Unbekannte Volkskrankheit:
Craniomandibuläre Dysfunktion (CMD)
Nach Einschätzung des CMD-Dachverbands e.V. sind in Deutschland rund sieben Millionen Menschen, mehr als 30 Millionen in der westlichen Welt, von Craniomandibulärer Dysfunktion betroffen. Trotzdem ist sie kaum jemand bekannt. Auch längst nicht alle Ärzte, Zahnärzte und Therapeuten beziehen sie in ihre Diagnostik ein. Das kann dazu führen, dass Patienten jahrelang unter Rücken- und Kopfschmerzen, Hüft- und Knieproblemen oder Tinnitus leiden, ohne dass ihnen geholfen wird. Der Grund für all diese Beschwerden kann in einer Funktionsstörung des Kauorgans liegen. Das komplizierte System ist eng mit unserem Skelett und anderen Organen verknüpft. Wenn hier etwas nicht in Ordnung ist, hat es Auswirkungen auf viele andere Bereiche.
Schmerzfrei durchs Leben.
CMD kurz erklärt
Sobald Ober- und Unterkiefer nicht präzise aufeinandertreffen, kann es zu Störungen und Schmerzen kommen. Deshalb schiebt sich der Unterkiefer sozusagen automatisch in eine neue Position. Damit versucht er, die Fehlstellung der Zähne auszugleichen. Dadurch werden aber wiederum die umliegenden Muskeln und Nerven in Mitleidenschaft gezogen. Letztlich ist dann durch diese Funktionsstörung im Kauapparat auch der Stütz- und Bewegungsapparat betroffen. Der wiederum nimmt Einfluss auf andere Organe. Natürlich kann das Ganze auch umgekehrt passieren. Um also dieser Erkrankung Herr zu werden, sollten Zahnärzte, Orthopäden, andere Fachärzte, Physiotherapeuten und Osteopathen zusammenarbeiten. Nur so können sie den „falschen Biss“ als Ursache hinter den Symptomen entlarven, korrigieren und möglicherweise jahrelanges Leiden beenden.
Wie erkennt man CMD?
Es gibt Patienten, die anfälliger für CMD sind als andere. Dazu zählen generell alle Patienten, die zahlreiche Füllungen, Kronen, Brücken oder Implantate haben. Aber auch Knackgeräusche beim Öffnen oder Schließen des Mundes, Zähneknirschen oder Schnarchen können auf Probleme hindeuten. Typische Anzeichen für CMD sind auch Ohrgeräusche oder Tinnitus. Bei 30 Prozent aller Tinnitus-Patienten zum Beispiel ist die Störung der Kaufunktion die Ursache für die Erkrankung. Auch Unfälle mit Verletzungen im Hals- und Kopfbereich, zum Beispiel ein Schleudertrauma, können Störungen im Kauapparat hervorrufen. Unerklärliche permanente Schmerzen deuten oft auf CMD hin. In diesem Fall sollten Sie unbedingt mit uns darüber sprechen.

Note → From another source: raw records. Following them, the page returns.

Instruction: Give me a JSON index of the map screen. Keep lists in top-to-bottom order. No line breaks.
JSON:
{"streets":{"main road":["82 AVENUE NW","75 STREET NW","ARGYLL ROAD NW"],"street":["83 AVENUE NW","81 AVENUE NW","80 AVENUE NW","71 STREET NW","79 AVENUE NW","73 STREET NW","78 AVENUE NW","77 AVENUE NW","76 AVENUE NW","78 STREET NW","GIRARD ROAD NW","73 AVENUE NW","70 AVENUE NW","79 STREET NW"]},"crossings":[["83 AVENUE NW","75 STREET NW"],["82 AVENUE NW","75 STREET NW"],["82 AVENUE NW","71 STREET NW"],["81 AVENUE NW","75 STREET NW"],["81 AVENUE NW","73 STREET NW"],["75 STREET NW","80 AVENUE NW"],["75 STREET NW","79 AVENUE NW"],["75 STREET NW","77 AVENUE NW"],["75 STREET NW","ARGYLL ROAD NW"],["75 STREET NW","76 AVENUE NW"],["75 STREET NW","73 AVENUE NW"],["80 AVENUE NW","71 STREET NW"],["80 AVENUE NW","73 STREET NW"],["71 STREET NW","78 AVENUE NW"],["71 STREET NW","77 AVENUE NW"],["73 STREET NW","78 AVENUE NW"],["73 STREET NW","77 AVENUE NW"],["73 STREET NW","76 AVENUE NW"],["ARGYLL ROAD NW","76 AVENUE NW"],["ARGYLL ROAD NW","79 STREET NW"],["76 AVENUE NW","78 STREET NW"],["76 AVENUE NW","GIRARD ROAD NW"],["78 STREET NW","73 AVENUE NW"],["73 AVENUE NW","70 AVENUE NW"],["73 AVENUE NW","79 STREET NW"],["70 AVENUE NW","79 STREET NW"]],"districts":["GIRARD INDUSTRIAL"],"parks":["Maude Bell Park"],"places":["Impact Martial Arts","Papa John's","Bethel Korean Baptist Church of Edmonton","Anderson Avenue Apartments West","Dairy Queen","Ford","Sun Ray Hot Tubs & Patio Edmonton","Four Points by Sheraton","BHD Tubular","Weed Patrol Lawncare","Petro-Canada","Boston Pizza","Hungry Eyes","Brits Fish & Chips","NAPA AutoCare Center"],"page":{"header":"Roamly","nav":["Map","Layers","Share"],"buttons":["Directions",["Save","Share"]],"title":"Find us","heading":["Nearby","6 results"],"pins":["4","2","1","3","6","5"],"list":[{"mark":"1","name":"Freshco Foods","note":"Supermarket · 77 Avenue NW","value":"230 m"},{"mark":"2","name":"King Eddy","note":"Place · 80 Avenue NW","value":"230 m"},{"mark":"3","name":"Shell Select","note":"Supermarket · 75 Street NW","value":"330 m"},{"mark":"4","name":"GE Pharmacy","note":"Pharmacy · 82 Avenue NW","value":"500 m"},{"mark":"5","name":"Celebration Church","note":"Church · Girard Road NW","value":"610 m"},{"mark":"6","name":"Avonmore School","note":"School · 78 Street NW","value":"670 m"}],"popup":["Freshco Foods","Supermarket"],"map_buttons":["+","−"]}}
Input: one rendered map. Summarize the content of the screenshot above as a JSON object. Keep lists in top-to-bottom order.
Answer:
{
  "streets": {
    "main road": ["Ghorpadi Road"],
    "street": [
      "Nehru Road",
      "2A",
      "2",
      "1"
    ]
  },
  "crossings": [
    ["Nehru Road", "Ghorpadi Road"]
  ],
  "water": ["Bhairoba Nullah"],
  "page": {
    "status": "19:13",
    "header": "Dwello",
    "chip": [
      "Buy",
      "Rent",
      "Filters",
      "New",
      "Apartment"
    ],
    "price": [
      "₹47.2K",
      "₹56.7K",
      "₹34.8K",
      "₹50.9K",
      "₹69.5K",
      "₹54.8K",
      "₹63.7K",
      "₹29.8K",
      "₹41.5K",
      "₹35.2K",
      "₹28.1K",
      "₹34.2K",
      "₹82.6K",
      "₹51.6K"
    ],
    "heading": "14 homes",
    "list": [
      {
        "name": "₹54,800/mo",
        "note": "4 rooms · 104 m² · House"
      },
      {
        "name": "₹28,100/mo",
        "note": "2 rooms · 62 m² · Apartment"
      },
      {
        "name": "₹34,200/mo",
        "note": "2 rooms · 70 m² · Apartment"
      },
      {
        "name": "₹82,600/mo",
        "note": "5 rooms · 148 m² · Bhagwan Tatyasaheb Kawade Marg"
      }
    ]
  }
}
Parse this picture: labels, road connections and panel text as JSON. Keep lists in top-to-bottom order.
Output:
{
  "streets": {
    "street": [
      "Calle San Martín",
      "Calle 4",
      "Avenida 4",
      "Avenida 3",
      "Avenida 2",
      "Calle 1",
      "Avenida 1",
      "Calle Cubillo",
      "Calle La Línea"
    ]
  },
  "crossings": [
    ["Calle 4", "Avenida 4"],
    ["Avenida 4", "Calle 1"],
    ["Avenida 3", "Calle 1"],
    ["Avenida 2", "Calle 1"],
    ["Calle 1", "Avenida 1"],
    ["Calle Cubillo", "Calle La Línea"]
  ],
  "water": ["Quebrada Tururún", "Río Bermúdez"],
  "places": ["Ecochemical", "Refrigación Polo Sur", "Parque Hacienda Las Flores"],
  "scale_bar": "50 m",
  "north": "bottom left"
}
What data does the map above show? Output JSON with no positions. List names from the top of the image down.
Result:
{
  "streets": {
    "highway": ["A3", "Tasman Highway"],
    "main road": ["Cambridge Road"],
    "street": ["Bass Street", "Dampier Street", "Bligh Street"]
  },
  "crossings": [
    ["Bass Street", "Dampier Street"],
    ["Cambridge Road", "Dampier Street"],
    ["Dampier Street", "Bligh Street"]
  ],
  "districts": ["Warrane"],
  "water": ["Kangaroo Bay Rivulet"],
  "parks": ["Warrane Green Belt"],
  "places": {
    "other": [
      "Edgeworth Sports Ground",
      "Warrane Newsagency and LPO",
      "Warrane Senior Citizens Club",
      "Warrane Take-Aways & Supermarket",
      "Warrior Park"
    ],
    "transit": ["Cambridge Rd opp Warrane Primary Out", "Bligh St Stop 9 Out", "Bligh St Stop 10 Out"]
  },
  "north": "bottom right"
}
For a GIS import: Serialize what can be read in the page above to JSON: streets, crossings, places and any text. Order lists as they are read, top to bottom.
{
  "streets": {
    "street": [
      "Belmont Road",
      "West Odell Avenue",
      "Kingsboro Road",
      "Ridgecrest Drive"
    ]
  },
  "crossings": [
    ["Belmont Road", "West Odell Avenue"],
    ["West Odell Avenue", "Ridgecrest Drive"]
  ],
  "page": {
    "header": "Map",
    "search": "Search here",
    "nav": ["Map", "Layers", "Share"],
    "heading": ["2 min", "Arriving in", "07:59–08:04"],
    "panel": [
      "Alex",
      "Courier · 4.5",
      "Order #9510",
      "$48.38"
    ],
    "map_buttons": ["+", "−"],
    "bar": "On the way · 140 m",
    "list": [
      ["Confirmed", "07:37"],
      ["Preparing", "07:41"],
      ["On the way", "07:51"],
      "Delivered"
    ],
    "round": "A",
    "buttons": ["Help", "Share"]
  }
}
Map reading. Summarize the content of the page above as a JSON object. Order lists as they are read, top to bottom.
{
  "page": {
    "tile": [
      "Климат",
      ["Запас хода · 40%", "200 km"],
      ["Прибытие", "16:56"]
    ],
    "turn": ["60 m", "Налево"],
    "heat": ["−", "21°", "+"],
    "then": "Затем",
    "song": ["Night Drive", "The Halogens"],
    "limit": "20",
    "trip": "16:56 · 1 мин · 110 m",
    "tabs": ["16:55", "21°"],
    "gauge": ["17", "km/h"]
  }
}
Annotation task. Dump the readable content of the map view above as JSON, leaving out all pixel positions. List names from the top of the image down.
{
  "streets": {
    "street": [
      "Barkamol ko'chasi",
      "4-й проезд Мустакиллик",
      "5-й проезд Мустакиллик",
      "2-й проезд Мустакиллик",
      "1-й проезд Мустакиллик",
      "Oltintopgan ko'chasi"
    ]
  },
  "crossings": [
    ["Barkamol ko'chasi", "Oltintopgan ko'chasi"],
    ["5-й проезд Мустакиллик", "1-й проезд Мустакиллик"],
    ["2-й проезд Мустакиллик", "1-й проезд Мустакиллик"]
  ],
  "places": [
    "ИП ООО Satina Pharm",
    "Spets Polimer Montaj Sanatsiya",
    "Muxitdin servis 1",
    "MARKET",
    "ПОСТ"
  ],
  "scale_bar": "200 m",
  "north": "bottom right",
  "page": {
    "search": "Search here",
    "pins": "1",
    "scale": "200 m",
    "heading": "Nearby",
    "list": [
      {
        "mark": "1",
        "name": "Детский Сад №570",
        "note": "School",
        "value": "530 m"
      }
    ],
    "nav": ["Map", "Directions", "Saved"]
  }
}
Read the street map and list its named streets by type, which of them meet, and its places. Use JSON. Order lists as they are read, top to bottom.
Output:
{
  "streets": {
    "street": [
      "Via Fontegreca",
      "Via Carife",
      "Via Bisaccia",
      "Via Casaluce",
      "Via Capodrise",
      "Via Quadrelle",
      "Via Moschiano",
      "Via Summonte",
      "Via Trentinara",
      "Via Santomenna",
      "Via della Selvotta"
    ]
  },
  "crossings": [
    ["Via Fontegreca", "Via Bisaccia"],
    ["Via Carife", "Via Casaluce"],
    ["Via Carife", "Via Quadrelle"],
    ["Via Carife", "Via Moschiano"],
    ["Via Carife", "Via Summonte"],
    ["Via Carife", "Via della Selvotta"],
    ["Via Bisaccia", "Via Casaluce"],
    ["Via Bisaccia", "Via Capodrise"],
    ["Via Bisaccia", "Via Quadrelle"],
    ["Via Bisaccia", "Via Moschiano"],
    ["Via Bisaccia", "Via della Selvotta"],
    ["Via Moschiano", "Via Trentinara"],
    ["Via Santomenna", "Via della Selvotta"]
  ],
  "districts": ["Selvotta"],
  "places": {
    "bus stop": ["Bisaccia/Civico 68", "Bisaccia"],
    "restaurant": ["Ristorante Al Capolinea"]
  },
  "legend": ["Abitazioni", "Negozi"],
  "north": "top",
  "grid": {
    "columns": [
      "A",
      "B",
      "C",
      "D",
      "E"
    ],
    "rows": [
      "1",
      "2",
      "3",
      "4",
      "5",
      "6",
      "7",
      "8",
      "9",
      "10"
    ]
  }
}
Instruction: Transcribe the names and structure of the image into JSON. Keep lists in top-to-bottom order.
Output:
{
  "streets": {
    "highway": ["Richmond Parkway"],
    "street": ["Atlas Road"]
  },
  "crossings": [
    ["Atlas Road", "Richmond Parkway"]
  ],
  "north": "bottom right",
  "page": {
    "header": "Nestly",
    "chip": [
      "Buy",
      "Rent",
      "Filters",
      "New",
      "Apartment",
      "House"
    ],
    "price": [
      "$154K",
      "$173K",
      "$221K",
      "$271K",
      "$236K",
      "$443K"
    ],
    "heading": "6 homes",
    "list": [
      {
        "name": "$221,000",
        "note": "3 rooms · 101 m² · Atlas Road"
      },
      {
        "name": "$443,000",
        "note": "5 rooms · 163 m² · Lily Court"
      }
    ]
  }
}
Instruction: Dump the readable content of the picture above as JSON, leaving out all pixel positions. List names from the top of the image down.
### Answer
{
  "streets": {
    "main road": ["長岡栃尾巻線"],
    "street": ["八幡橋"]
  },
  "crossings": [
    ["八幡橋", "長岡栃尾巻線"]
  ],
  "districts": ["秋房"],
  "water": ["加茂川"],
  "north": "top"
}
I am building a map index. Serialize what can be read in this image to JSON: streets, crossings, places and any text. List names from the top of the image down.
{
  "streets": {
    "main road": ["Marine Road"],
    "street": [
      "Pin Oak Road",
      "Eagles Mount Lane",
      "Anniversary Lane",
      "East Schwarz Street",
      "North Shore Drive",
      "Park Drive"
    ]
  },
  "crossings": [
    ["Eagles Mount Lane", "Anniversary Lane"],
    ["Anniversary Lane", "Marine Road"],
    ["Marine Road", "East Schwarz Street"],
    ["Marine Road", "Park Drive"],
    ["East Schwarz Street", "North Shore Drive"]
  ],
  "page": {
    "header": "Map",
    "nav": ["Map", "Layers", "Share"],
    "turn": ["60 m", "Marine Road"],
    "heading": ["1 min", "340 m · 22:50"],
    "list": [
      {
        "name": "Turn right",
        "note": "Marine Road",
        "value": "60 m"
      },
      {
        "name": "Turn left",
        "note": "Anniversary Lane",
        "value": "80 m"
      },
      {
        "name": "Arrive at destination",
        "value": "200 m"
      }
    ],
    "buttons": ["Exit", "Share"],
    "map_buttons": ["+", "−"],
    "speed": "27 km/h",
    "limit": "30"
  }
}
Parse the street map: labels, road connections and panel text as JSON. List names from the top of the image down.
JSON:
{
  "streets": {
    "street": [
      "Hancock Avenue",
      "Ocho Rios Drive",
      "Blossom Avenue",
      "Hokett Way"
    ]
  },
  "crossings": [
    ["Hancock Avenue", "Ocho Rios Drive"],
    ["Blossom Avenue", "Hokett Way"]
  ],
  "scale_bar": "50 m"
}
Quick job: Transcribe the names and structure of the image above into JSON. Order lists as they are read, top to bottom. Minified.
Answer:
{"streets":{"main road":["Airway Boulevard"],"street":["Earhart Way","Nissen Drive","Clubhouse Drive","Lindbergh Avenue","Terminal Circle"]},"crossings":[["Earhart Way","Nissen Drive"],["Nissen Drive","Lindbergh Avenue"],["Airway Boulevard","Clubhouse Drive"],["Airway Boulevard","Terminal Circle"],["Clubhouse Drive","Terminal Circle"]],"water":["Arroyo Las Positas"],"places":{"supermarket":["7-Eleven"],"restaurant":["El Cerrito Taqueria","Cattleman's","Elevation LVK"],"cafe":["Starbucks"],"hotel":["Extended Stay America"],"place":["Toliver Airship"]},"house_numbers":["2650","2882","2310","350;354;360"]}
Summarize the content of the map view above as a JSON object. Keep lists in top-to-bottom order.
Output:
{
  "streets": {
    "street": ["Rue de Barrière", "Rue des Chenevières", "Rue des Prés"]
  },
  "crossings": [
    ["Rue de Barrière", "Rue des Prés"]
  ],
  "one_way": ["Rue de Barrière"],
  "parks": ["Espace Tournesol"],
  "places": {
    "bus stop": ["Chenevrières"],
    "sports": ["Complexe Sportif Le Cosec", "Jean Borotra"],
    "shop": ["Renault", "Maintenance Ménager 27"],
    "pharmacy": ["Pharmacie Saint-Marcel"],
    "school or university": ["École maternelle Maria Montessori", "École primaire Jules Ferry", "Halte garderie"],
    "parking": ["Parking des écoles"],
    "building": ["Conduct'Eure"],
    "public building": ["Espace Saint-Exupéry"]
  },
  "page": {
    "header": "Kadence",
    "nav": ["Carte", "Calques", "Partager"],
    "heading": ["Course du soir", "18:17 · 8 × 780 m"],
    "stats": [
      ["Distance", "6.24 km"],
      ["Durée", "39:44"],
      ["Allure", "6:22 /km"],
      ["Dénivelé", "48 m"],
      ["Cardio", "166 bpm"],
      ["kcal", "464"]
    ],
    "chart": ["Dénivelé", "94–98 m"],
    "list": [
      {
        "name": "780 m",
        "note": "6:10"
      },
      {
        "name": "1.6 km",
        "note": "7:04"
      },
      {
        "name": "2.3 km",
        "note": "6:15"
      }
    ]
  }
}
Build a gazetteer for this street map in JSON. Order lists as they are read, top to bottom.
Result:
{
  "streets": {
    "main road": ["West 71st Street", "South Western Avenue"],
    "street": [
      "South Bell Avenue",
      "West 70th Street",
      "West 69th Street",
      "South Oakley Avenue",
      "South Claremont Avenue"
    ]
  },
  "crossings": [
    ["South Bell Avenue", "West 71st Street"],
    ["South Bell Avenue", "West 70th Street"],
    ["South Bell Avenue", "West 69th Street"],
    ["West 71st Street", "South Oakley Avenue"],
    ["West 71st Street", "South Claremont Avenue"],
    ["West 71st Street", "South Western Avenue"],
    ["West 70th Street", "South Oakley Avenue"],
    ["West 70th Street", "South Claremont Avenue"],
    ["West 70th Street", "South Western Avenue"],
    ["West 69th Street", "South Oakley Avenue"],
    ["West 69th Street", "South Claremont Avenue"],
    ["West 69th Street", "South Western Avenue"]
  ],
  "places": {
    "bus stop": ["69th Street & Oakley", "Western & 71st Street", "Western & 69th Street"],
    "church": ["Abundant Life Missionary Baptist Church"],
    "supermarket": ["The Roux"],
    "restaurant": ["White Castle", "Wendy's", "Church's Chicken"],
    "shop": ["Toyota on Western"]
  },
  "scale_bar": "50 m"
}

In unserer Praxis können wir mittels einer IPR- oder Kiefergelenksmessung feststellen, ob Ihr Biss stimmt. Manchmal sind Kleinigkeiten für einen falschen Biss verantwortlich, zum Beispiel eine zu hohe Füllung, eine schlecht sitzende Krone oder aber Zähneknirschen aufgrund psychischer Belastungen. Wir führen eine genaue Analyse durch und sprechen mit Ihnen über die Behandlung. Manchmal kann man mit wenig Aufwand viel erreichen.